Work required:
The reply should hold every record, copied exactly, and none of the pictures.

Source information:
::::

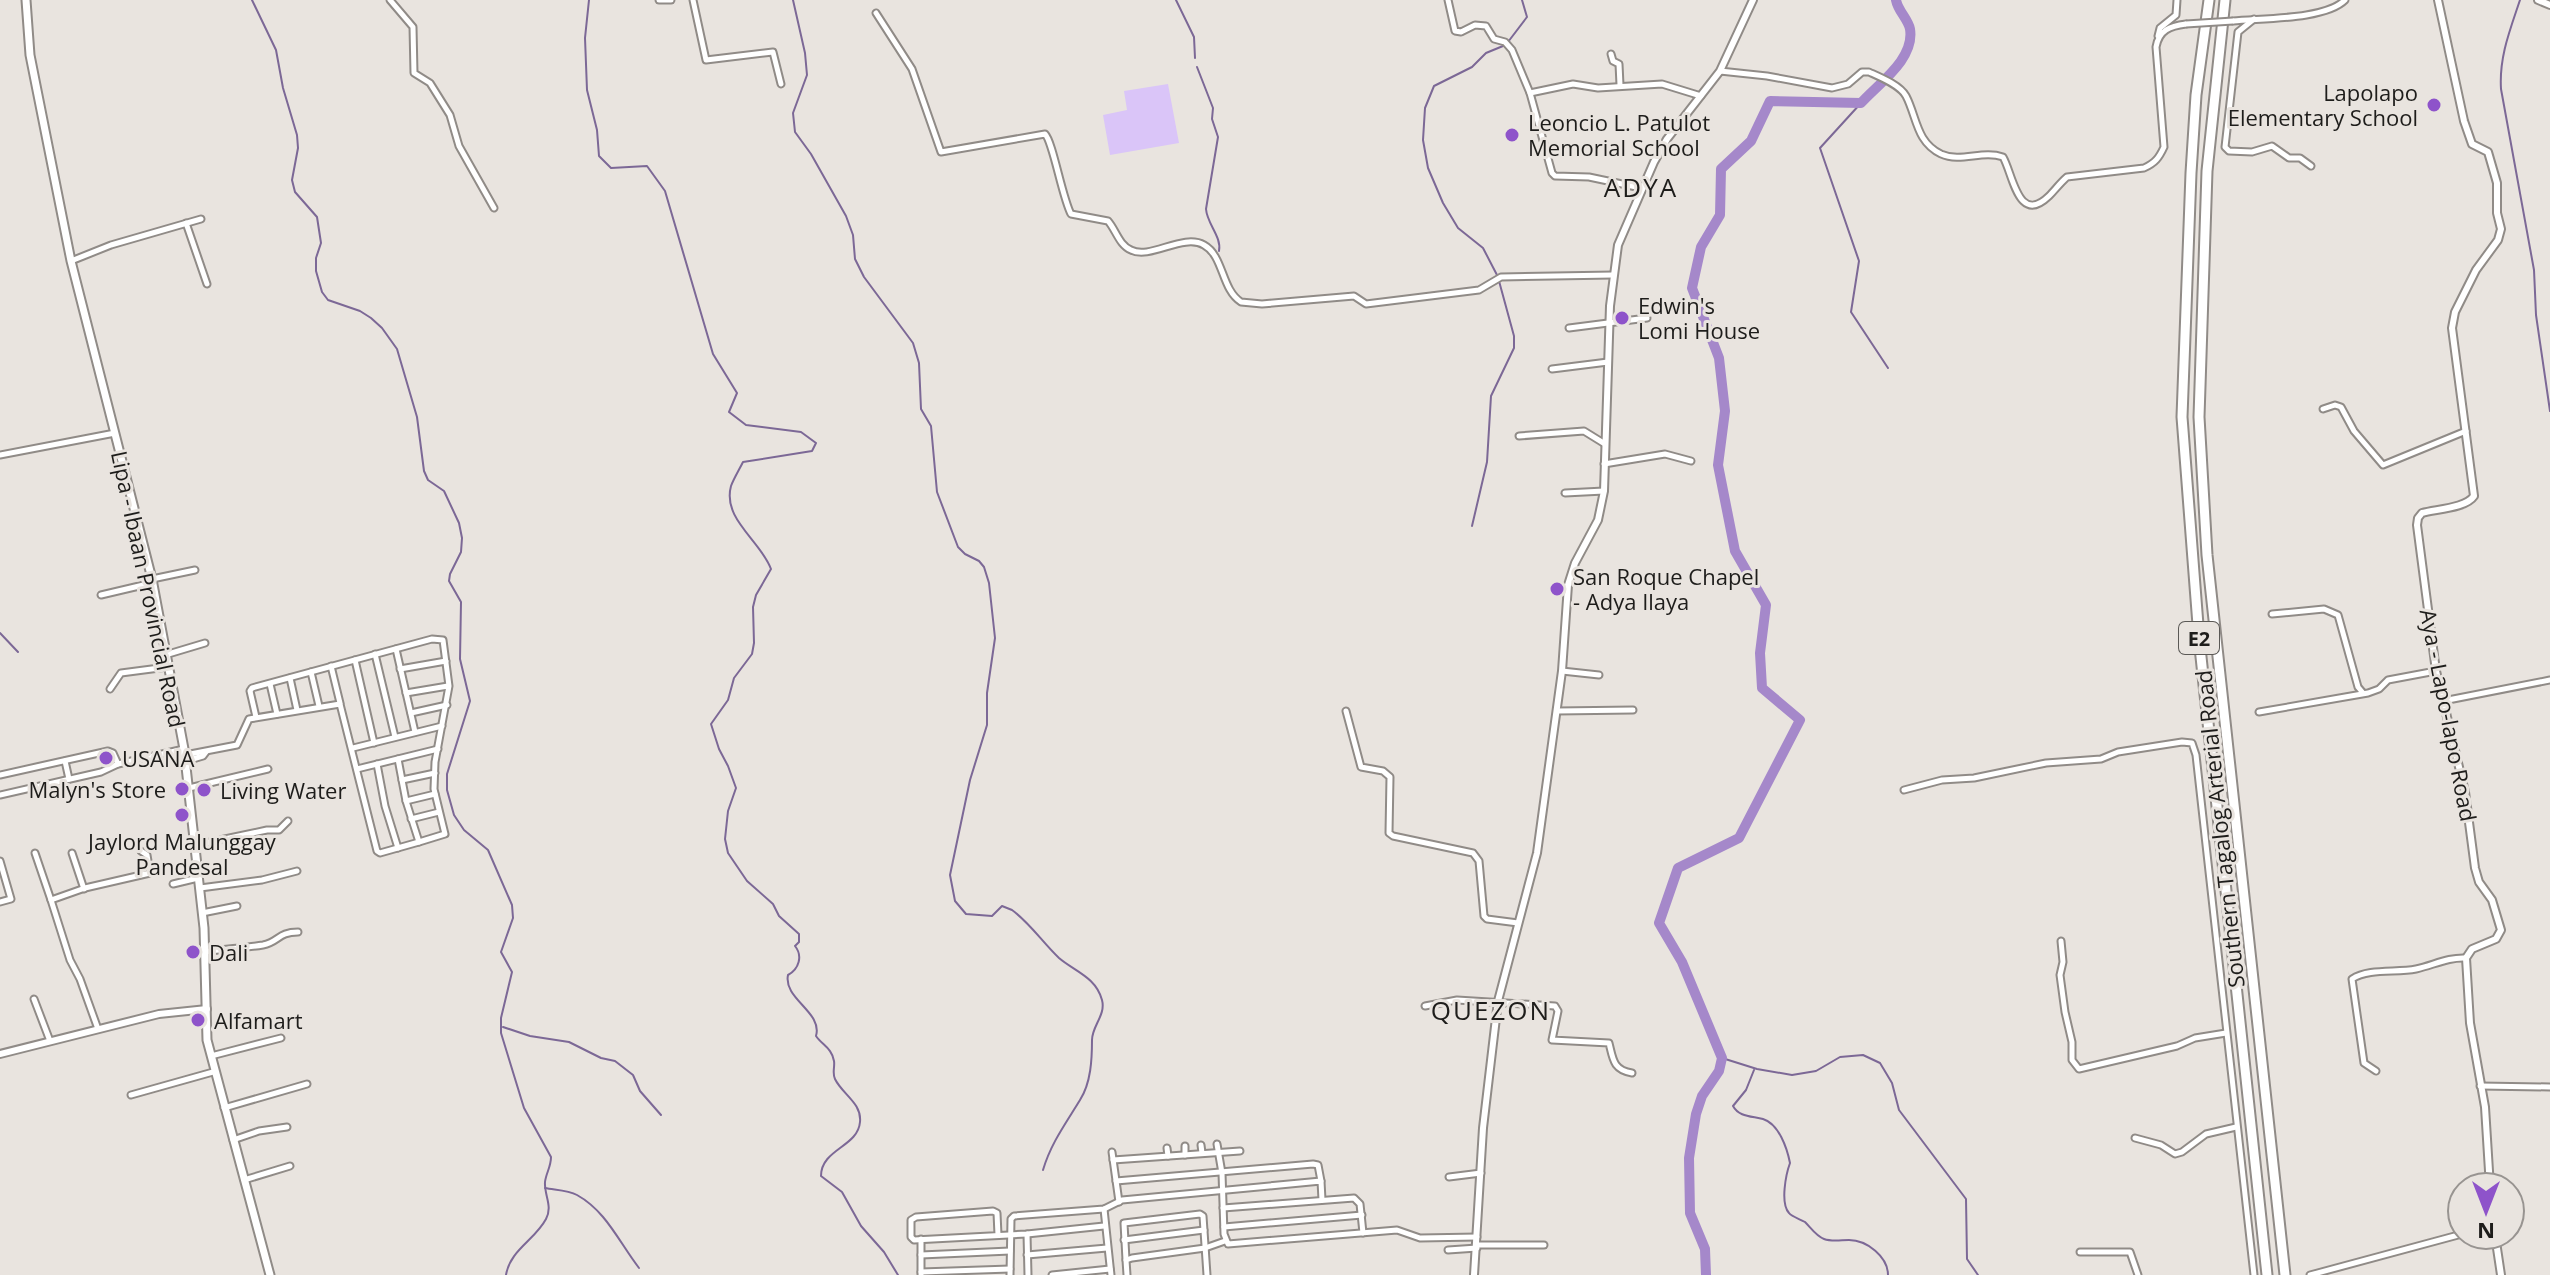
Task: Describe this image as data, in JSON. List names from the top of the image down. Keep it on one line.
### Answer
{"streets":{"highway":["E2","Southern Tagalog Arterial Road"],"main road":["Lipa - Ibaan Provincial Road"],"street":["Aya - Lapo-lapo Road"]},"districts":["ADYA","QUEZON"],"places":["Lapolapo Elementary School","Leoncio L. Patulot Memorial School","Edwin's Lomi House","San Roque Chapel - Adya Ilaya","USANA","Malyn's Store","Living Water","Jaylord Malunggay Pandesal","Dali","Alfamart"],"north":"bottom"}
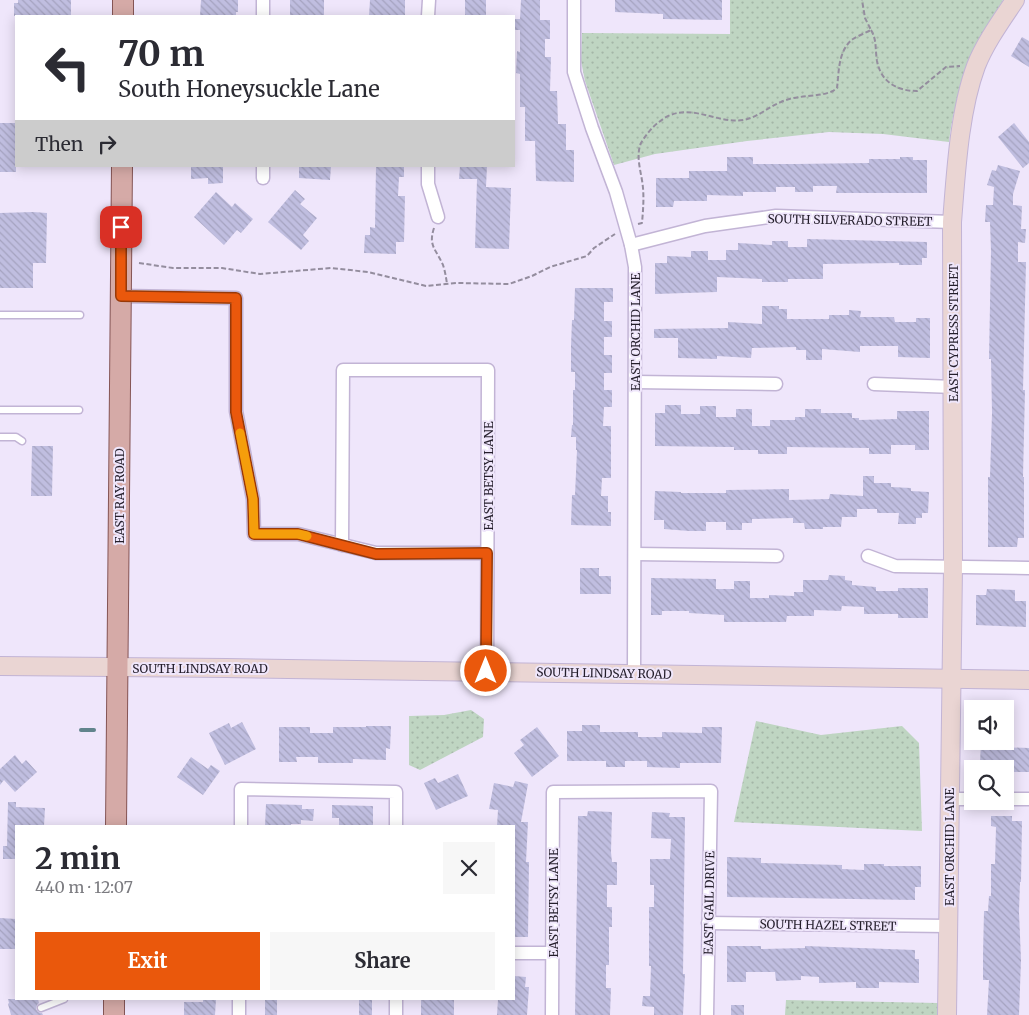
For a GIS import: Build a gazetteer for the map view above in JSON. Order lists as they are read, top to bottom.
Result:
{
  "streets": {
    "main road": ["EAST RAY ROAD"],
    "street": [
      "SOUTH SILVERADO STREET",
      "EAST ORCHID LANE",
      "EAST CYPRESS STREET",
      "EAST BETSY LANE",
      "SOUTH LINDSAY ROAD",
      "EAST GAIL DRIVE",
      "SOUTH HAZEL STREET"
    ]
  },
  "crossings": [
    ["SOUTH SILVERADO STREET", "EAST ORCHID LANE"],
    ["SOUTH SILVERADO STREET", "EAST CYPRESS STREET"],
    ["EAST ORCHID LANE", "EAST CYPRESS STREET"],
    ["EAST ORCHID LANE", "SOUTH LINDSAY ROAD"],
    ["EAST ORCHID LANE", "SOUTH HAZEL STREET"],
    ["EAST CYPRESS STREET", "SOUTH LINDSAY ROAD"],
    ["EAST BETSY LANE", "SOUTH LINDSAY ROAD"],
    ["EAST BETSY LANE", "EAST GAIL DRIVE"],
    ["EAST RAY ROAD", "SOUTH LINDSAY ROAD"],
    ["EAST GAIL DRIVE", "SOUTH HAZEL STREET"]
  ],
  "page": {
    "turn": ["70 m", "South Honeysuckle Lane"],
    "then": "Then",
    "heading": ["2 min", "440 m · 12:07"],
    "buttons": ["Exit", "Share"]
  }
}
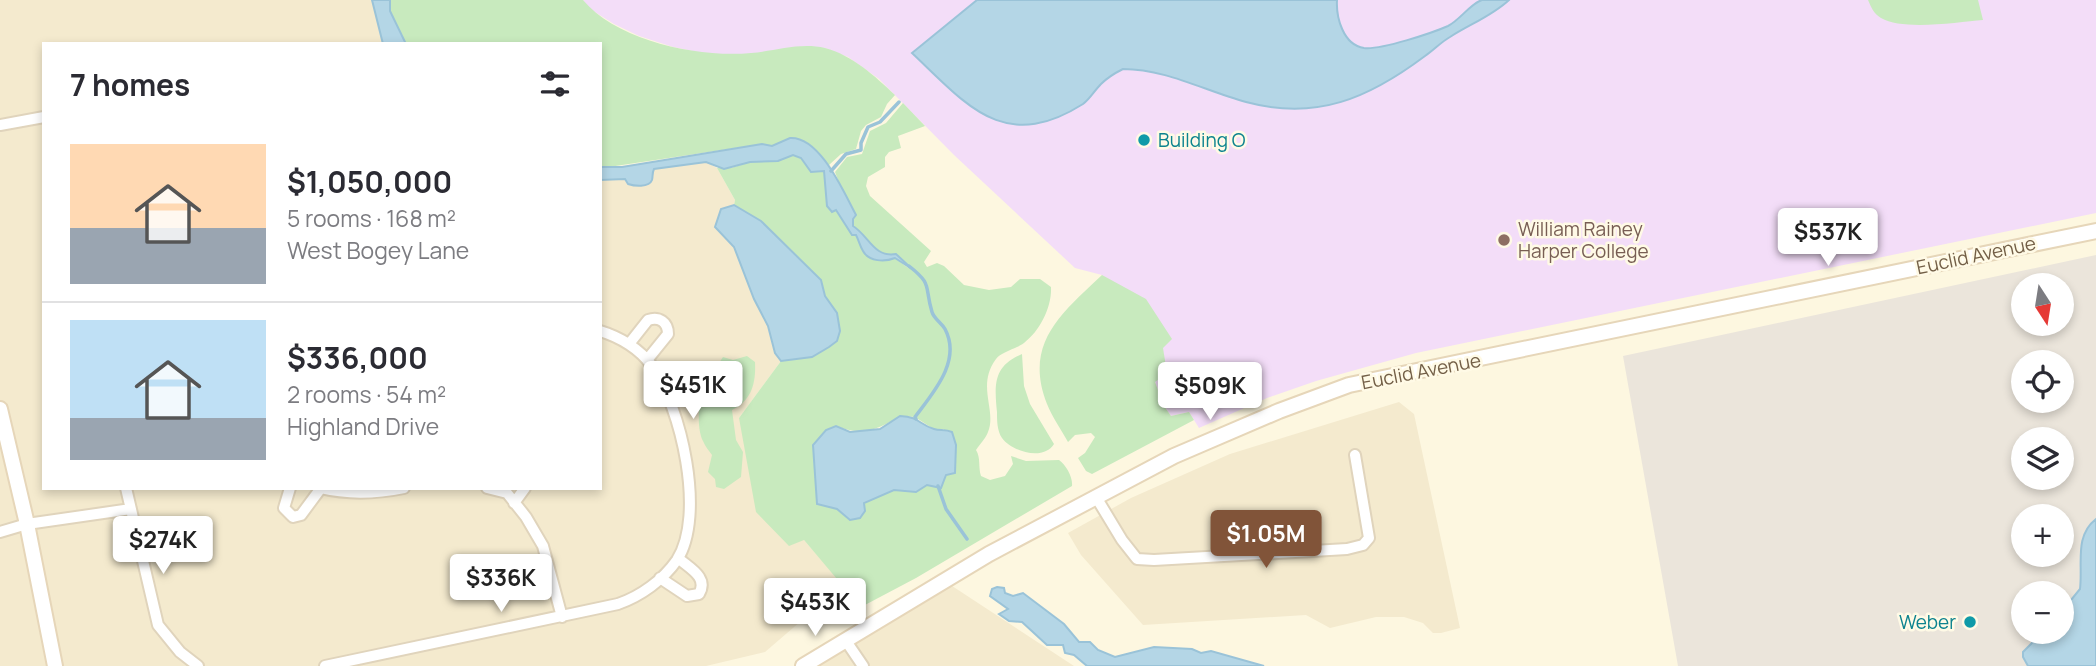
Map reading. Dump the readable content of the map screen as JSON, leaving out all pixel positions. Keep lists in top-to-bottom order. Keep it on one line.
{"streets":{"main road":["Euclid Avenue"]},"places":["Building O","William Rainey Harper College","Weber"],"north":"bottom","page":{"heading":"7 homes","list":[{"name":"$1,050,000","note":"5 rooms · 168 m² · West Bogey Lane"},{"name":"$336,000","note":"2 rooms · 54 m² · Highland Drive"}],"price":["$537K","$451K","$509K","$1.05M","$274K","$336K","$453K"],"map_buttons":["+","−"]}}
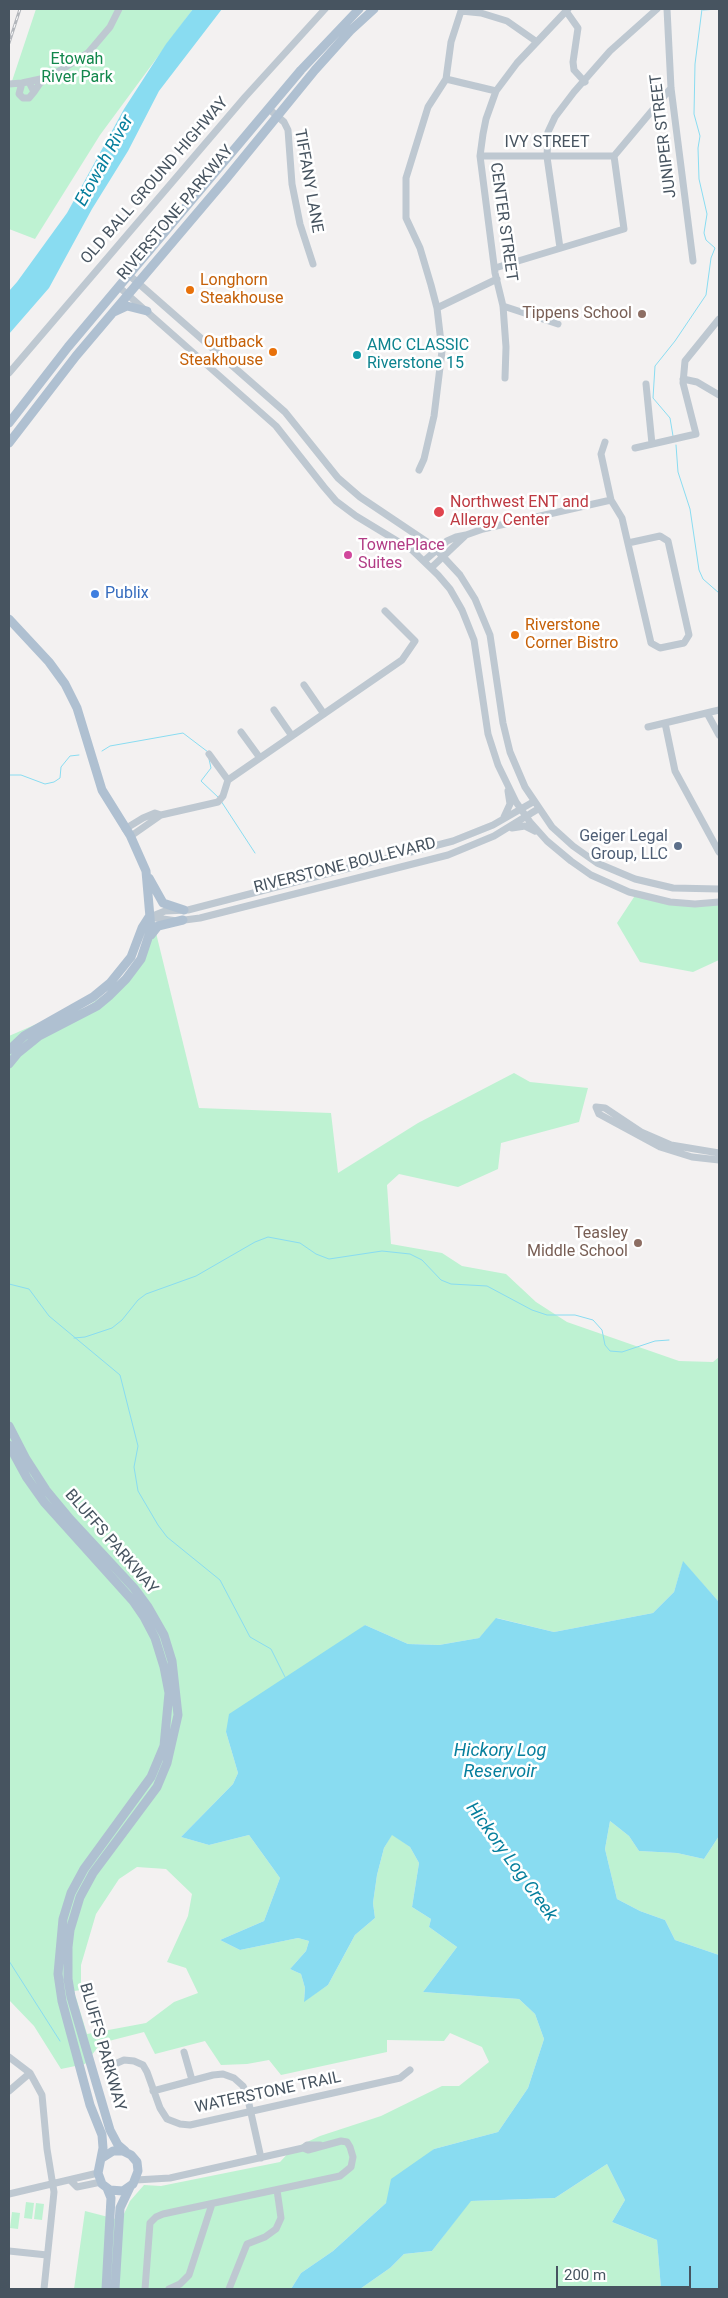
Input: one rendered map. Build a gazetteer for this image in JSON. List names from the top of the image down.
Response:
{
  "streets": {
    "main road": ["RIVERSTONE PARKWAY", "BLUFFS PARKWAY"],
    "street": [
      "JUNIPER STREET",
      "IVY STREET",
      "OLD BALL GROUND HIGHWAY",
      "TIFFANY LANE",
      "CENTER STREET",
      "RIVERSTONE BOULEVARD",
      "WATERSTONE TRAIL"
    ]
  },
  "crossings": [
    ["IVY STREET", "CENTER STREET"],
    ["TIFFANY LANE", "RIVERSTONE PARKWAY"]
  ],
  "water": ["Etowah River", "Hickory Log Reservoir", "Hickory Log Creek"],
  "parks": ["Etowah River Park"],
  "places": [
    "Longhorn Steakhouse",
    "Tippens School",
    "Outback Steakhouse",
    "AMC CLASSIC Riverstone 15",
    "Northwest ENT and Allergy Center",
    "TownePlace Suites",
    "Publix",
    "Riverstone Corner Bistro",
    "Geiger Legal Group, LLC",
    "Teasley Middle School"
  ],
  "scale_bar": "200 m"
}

::::

Your response:
Task: Describe this image as data, in JSON. List names from the top of the image down. Keep it on one line.
### Answer
{"streets":{"highway":["E2","Southern Tagalog Arterial Road"],"main road":["Lipa - Ibaan Provincial Road"],"street":["Aya - Lapo-lapo Road"]},"districts":["ADYA","QUEZON"],"places":["Lapolapo Elementary School","Leoncio L. Patulot Memorial School","Edwin's Lomi House","San Roque Chapel - Adya Ilaya","USANA","Malyn's Store","Living Water","Jaylord Malunggay Pandesal","Dali","Alfamart"],"north":"bottom"}
For a GIS import: Build a gazetteer for the map view above in JSON. Order lists as they are read, top to bottom.
Result:
{
  "streets": {
    "main road": ["EAST RAY ROAD"],
    "street": [
      "SOUTH SILVERADO STREET",
      "EAST ORCHID LANE",
      "EAST CYPRESS STREET",
      "EAST BETSY LANE",
      "SOUTH LINDSAY ROAD",
      "EAST GAIL DRIVE",
      "SOUTH HAZEL STREET"
    ]
  },
  "crossings": [
    ["SOUTH SILVERADO STREET", "EAST ORCHID LANE"],
    ["SOUTH SILVERADO STREET", "EAST CYPRESS STREET"],
    ["EAST ORCHID LANE", "EAST CYPRESS STREET"],
    ["EAST ORCHID LANE", "SOUTH LINDSAY ROAD"],
    ["EAST ORCHID LANE", "SOUTH HAZEL STREET"],
    ["EAST CYPRESS STREET", "SOUTH LINDSAY ROAD"],
    ["EAST BETSY LANE", "SOUTH LINDSAY ROAD"],
    ["EAST BETSY LANE", "EAST GAIL DRIVE"],
    ["EAST RAY ROAD", "SOUTH LINDSAY ROAD"],
    ["EAST GAIL DRIVE", "SOUTH HAZEL STREET"]
  ],
  "page": {
    "turn": ["70 m", "South Honeysuckle Lane"],
    "then": "Then",
    "heading": ["2 min", "440 m · 12:07"],
    "buttons": ["Exit", "Share"]
  }
}
Map reading. Dump the readable content of the map screen as JSON, leaving out all pixel positions. Keep lists in top-to-bottom order. Keep it on one line.
{"streets":{"main road":["Euclid Avenue"]},"places":["Building O","William Rainey Harper College","Weber"],"north":"bottom","page":{"heading":"7 homes","list":[{"name":"$1,050,000","note":"5 rooms · 168 m² · West Bogey Lane"},{"name":"$336,000","note":"2 rooms · 54 m² · Highland Drive"}],"price":["$537K","$451K","$509K","$1.05M","$274K","$336K","$453K"],"map_buttons":["+","−"]}}
Input: one rendered map. Build a gazetteer for this image in JSON. List names from the top of the image down.
Response:
{
  "streets": {
    "main road": ["RIVERSTONE PARKWAY", "BLUFFS PARKWAY"],
    "street": [
      "JUNIPER STREET",
      "IVY STREET",
      "OLD BALL GROUND HIGHWAY",
      "TIFFANY LANE",
      "CENTER STREET",
      "RIVERSTONE BOULEVARD",
      "WATERSTONE TRAIL"
    ]
  },
  "crossings": [
    ["IVY STREET", "CENTER STREET"],
    ["TIFFANY LANE", "RIVERSTONE PARKWAY"]
  ],
  "water": ["Etowah River", "Hickory Log Reservoir", "Hickory Log Creek"],
  "parks": ["Etowah River Park"],
  "places": [
    "Longhorn Steakhouse",
    "Tippens School",
    "Outback Steakhouse",
    "AMC CLASSIC Riverstone 15",
    "Northwest ENT and Allergy Center",
    "TownePlace Suites",
    "Publix",
    "Riverstone Corner Bistro",
    "Geiger Legal Group, LLC",
    "Teasley Middle School"
  ],
  "scale_bar": "200 m"
}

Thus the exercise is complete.